(Saved entries)

──────────

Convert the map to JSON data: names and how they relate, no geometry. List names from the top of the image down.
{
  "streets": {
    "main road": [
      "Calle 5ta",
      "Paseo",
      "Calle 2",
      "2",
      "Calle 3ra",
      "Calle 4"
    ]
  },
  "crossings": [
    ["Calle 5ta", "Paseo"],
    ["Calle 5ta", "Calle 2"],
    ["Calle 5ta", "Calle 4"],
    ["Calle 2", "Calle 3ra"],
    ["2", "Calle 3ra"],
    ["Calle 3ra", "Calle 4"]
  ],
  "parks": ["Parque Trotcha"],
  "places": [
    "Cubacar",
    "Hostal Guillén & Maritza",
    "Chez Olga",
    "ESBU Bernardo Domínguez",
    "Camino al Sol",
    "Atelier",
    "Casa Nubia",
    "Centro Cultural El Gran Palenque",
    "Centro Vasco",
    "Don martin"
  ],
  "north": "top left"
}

──────────

• ASSIGNED TASK
The response should consist of every record, written out exactly as given.

• TASK RESULT
Convert the map to JSON data: names and how they relate, no geometry. List names from the top of the image down.
{
  "streets": {
    "main road": [
      "Calle 5ta",
      "Paseo",
      "Calle 2",
      "2",
      "Calle 3ra",
      "Calle 4"
    ]
  },
  "crossings": [
    ["Calle 5ta", "Paseo"],
    ["Calle 5ta", "Calle 2"],
    ["Calle 5ta", "Calle 4"],
    ["Calle 2", "Calle 3ra"],
    ["2", "Calle 3ra"],
    ["Calle 3ra", "Calle 4"]
  ],
  "parks": ["Parque Trotcha"],
  "places": [
    "Cubacar",
    "Hostal Guillén & Maritza",
    "Chez Olga",
    "ESBU Bernardo Domínguez",
    "Camino al Sol",
    "Atelier",
    "Casa Nubia",
    "Centro Cultural El Gran Palenque",
    "Centro Vasco",
    "Don martin"
  ],
  "north": "top left"
}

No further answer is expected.